Because it's such a good bang-for-buck proposition, it makes sense to consider the AMD Phenom II X6 1055T if you're about to build or buy a new high-end PC. Its recommended retail price is $269, but it can be found for as little $229 if you shop around. That's under $40 per core and the money you save on the CPU will allow you to invest more in other system components.
The Phenom II X6 1055T fits into an AM3 CPU socket and has been built using 45 nanometre transistors. The CPU has a thermal dissipation rating of 125 Watts (the amount of heat an attached CPU needs to be able to dissipate), which is excellent when you consider that it's the same as the quad-core Phenom II X4 940 Black Edition CPU, which we reviewed back in January 2009. It has six separate cores that run at 2.8GHz and each core has its own 512KB of Level 2 cache memory; there is a 6MB Level 3 cache memory that all the cores can access. The CPU also has a built-in dual-channel memory controller that supports DDR2 and DDR3 memory.
If you're an existing AMD user, you can look to the Phenom II X6 1055T as an avenue for upgrading, as long as you have a motherboard with an AM2+ CPU socket and an AMD 760 chipset or higher (but as always make sure you check the vendor's Web site first to make sure). You may need to perform a BIOS upgrade though.
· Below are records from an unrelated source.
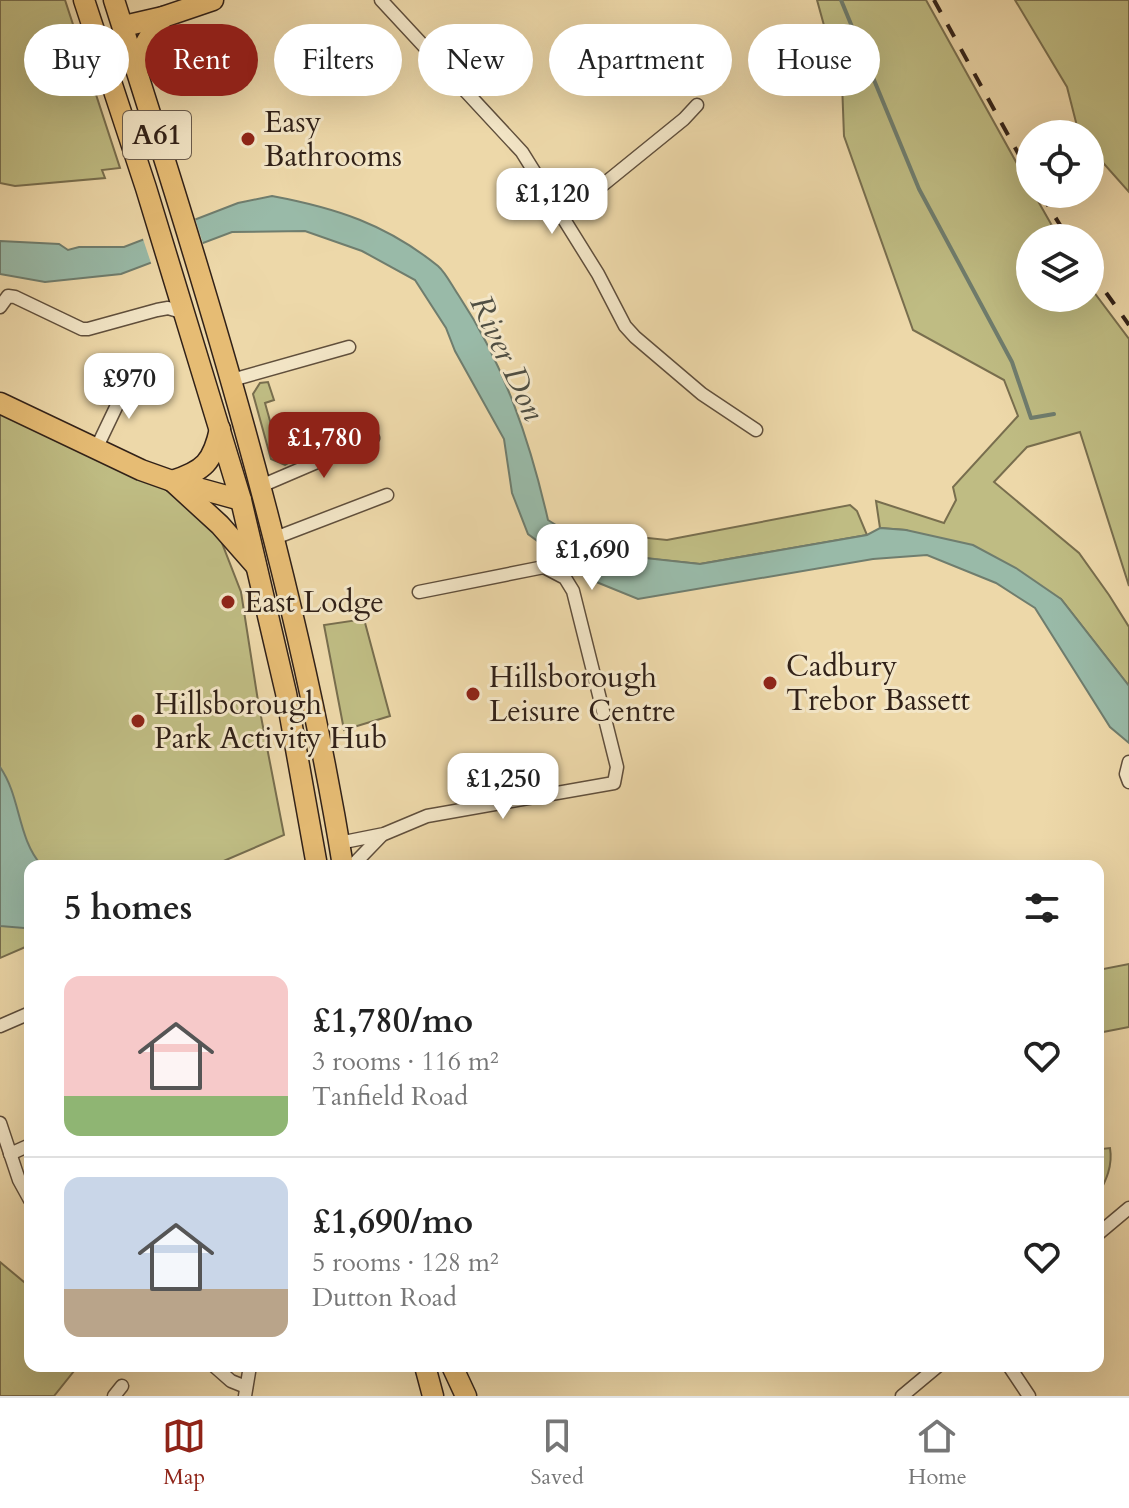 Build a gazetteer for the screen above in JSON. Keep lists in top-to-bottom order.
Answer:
{
  "streets": {
    "main road": ["A61"]
  },
  "water": ["River Don"],
  "places": [
    "Easy Bathrooms",
    "East Lodge",
    "Cadbury Trebor Bassett",
    "Hillsborough Leisure Centre",
    "Hillsborough Park Activity Hub"
  ],
  "page": {
    "chip": [
      "Buy",
      "Rent",
      "Filters",
      "New",
      "Apartment",
      "House"
    ],
    "price": [
      "£1,120",
      "£970",
      "£1,780",
      "£1,690",
      "£1,250"
    ],
    "heading": "5 homes",
    "list": [
      {
        "name": "£1,780/mo",
        "note": "3 rooms · 116 m² · Tanfield Road"
      },
      {
        "name": "£1,690/mo",
        "note": "5 rooms · 128 m² · Dutton Road"
      }
    ],
    "tabs": ["Map", "Saved", "Home"]
  }
} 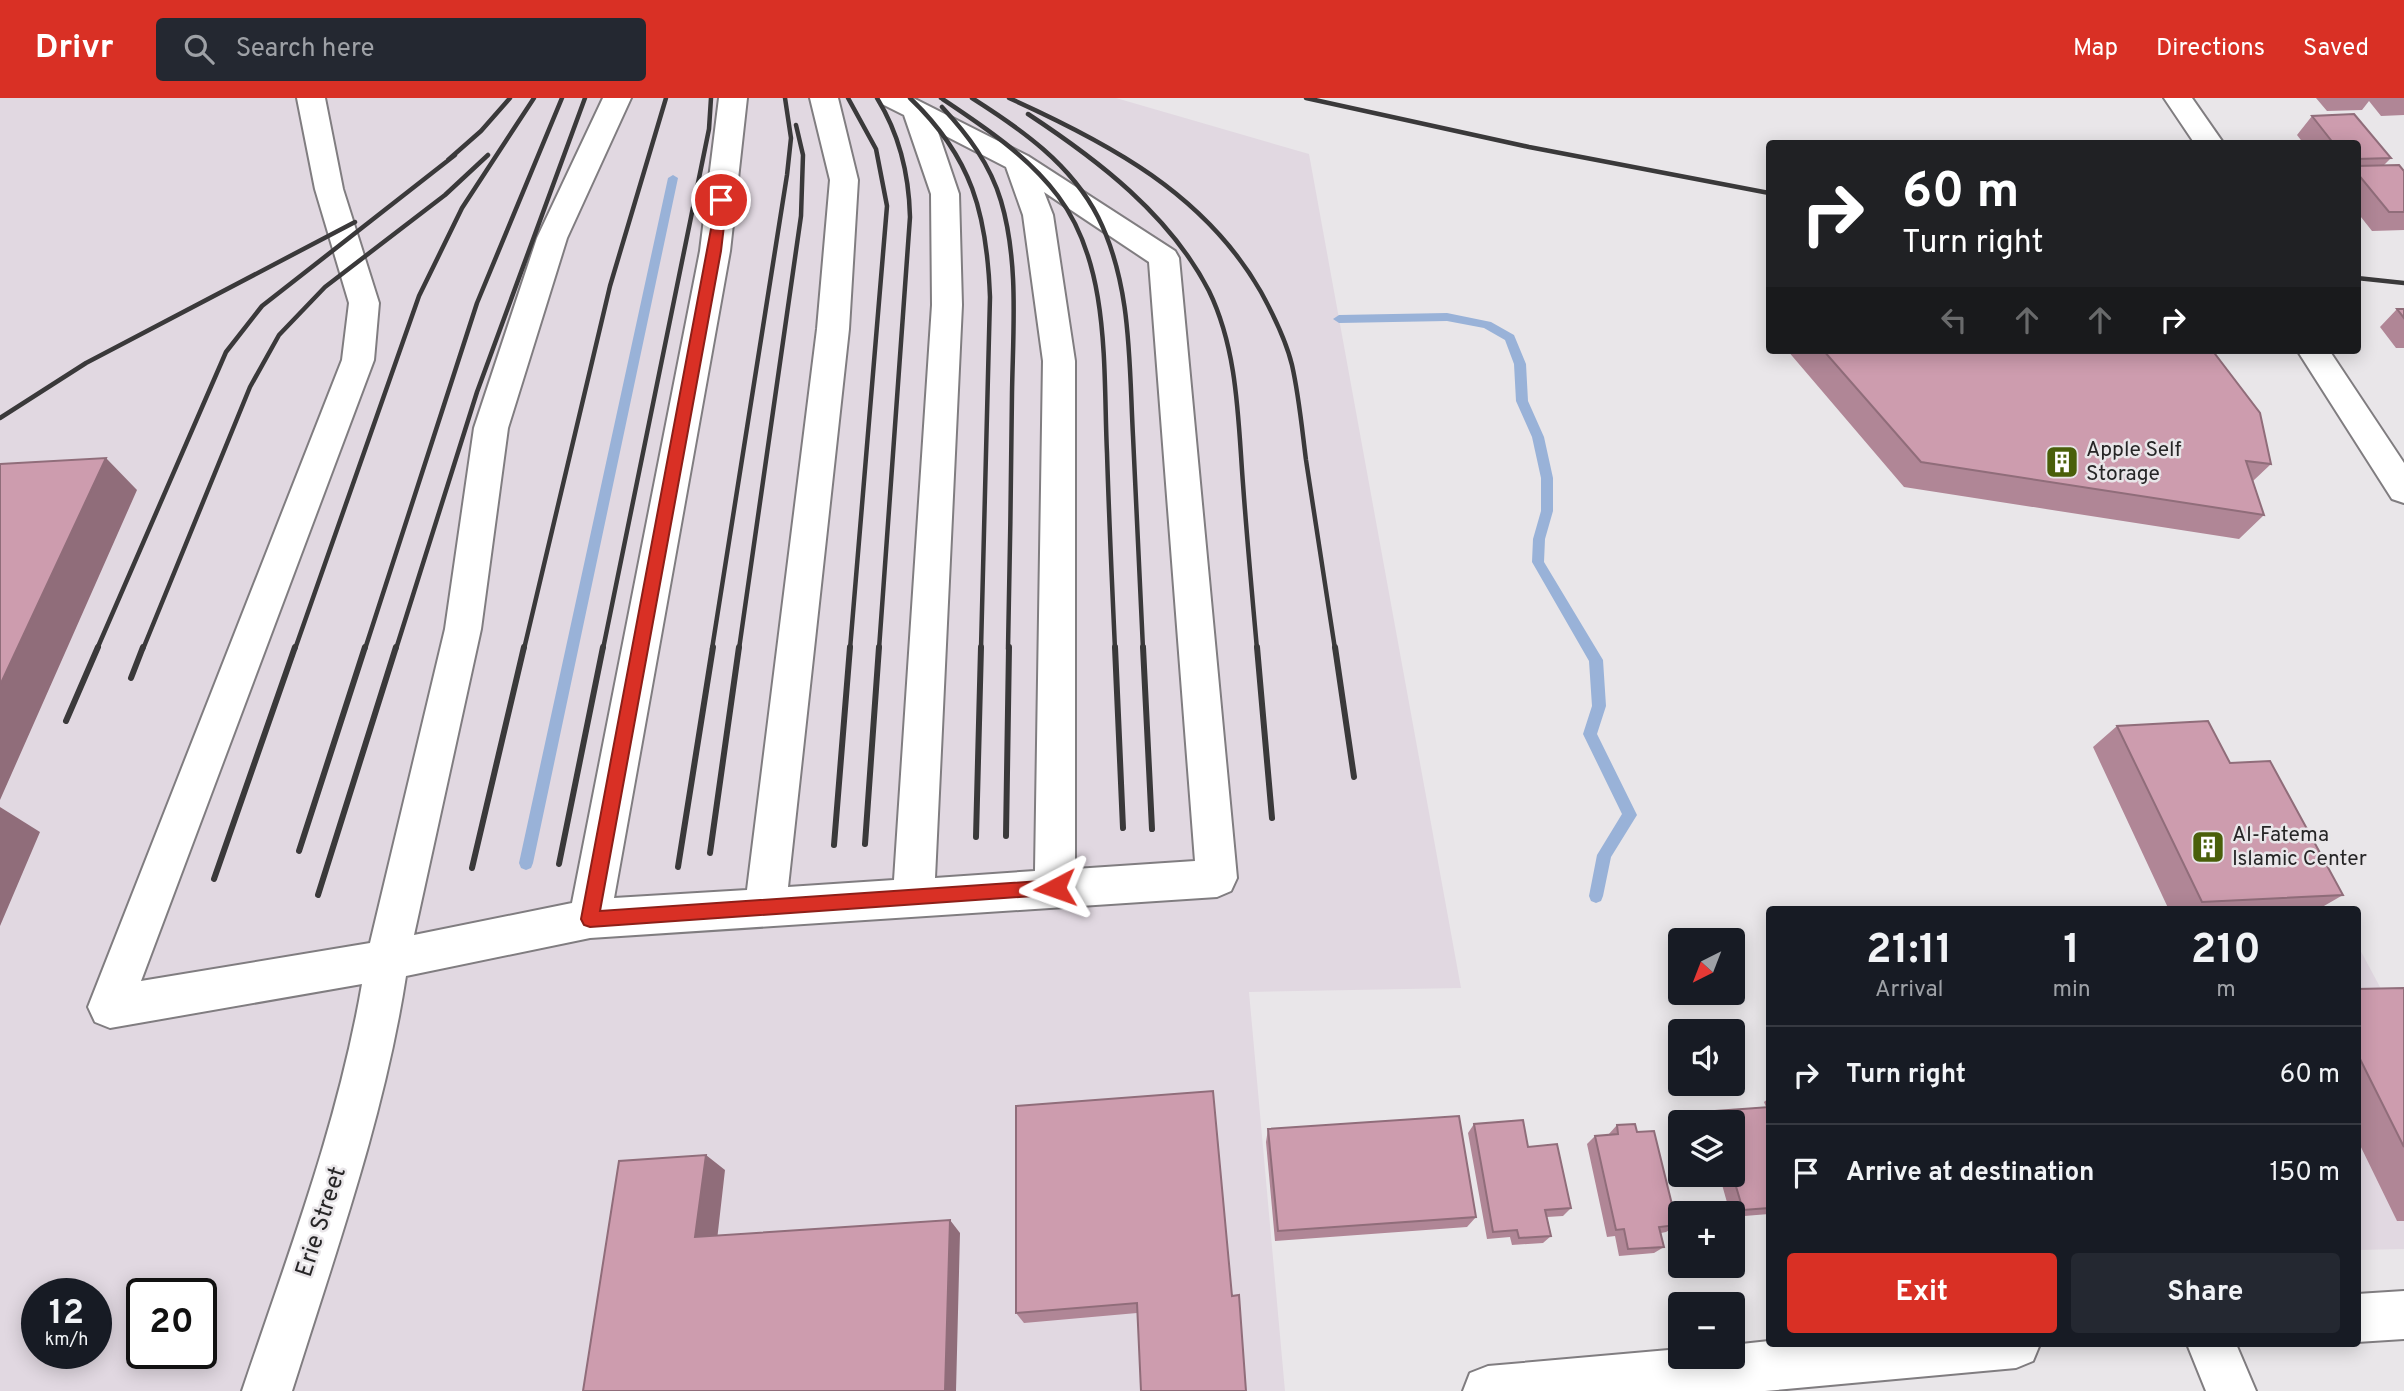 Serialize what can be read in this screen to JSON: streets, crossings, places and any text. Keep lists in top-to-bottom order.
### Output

For a new system, it's best to look for a motherboard with an AM3 socket and an AMD 890 chipset. We tested the Phenom II X6 1055T with a Gigabyte GA-890GPA-UD3H motherboard, which features an AMD 890GX chipset with integrated ATI Radeon 4290 graphics; the CPU was recognised by the BIOS and Windows 7 without any problems.
Its performance in everyday office applications, image editing and media playback is swift, but if you get this CPU only to run Microsoft Office and Firefox, then you'll waste its potential. The six cores will really come into their own when you run many programs at once, and also when run high-end tasks such as media encoding and rendering. If you use multi-threaded applications, then all the CPU cores can be dedicated to running those applications and cut down on the time they take to complete their tasks. If you run applications that can only make use of two CPU cores, the Phenom II X6 1055T's Turbo Core feature can slow down three of the cores to 800MHz, and boost the cores of the other three to 3.3GHz, thereby giving that application a little more speed to burn. This function is built into the CPU and happens automatically and instantaneously.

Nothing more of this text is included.